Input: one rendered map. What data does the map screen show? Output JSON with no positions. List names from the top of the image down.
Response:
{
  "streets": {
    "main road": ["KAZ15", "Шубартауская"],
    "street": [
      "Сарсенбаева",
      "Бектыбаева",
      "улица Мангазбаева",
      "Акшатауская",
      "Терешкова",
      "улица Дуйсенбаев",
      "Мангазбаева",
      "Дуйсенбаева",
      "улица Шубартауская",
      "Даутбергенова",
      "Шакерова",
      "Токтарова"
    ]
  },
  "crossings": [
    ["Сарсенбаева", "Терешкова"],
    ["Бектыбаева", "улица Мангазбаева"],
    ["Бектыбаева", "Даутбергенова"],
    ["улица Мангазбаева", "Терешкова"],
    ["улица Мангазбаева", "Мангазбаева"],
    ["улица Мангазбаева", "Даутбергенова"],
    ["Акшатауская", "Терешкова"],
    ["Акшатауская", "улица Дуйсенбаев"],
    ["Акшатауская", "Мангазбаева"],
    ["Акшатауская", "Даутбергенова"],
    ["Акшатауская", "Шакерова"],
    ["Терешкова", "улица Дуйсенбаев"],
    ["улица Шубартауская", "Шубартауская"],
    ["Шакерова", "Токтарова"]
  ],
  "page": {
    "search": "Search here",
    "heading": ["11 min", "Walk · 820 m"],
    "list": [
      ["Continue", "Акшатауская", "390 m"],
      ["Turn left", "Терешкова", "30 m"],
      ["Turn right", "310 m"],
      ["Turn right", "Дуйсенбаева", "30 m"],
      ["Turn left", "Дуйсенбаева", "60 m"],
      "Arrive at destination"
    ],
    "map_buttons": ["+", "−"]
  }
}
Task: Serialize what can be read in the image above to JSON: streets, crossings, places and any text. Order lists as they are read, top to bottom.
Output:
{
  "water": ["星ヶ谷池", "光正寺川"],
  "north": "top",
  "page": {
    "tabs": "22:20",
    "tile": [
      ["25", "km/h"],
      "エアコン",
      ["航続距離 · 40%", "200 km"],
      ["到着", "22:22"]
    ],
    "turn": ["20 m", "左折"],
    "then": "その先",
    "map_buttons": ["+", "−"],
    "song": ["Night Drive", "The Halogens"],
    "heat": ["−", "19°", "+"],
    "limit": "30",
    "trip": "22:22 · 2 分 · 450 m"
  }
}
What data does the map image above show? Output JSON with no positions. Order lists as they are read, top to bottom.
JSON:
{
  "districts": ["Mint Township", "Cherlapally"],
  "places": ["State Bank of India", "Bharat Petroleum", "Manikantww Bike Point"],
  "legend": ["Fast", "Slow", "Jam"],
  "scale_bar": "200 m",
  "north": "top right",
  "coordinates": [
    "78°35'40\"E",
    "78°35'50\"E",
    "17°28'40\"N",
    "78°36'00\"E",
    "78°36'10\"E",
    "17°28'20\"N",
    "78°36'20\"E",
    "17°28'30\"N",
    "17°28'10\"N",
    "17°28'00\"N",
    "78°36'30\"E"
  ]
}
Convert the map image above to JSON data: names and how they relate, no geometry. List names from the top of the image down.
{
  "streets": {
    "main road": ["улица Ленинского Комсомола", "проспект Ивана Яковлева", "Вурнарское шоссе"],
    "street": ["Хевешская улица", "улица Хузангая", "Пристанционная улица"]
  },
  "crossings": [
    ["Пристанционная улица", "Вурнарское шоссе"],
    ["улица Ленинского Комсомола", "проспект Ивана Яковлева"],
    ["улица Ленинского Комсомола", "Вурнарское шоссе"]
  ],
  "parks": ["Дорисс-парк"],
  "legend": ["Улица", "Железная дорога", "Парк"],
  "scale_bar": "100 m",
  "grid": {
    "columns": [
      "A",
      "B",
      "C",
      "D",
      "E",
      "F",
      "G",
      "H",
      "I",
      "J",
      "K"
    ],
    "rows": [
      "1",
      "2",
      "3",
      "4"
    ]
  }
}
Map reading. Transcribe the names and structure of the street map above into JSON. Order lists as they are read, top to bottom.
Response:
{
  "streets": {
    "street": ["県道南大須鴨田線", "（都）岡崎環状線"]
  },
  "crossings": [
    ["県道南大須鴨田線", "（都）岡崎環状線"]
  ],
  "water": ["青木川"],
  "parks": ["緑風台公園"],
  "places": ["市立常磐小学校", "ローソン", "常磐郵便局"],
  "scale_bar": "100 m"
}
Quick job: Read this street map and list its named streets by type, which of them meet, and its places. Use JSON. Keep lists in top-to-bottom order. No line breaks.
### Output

» Task statement
For every line above that includes the word "show", return the line.

» Answer to this exercise
Input: one rendered map. What data does the map screen show? Output JSON with no positions. List names from the top of the image down.
What data does the map image above show? Output JSON with no positions. Order lists as they are read, top to bottom.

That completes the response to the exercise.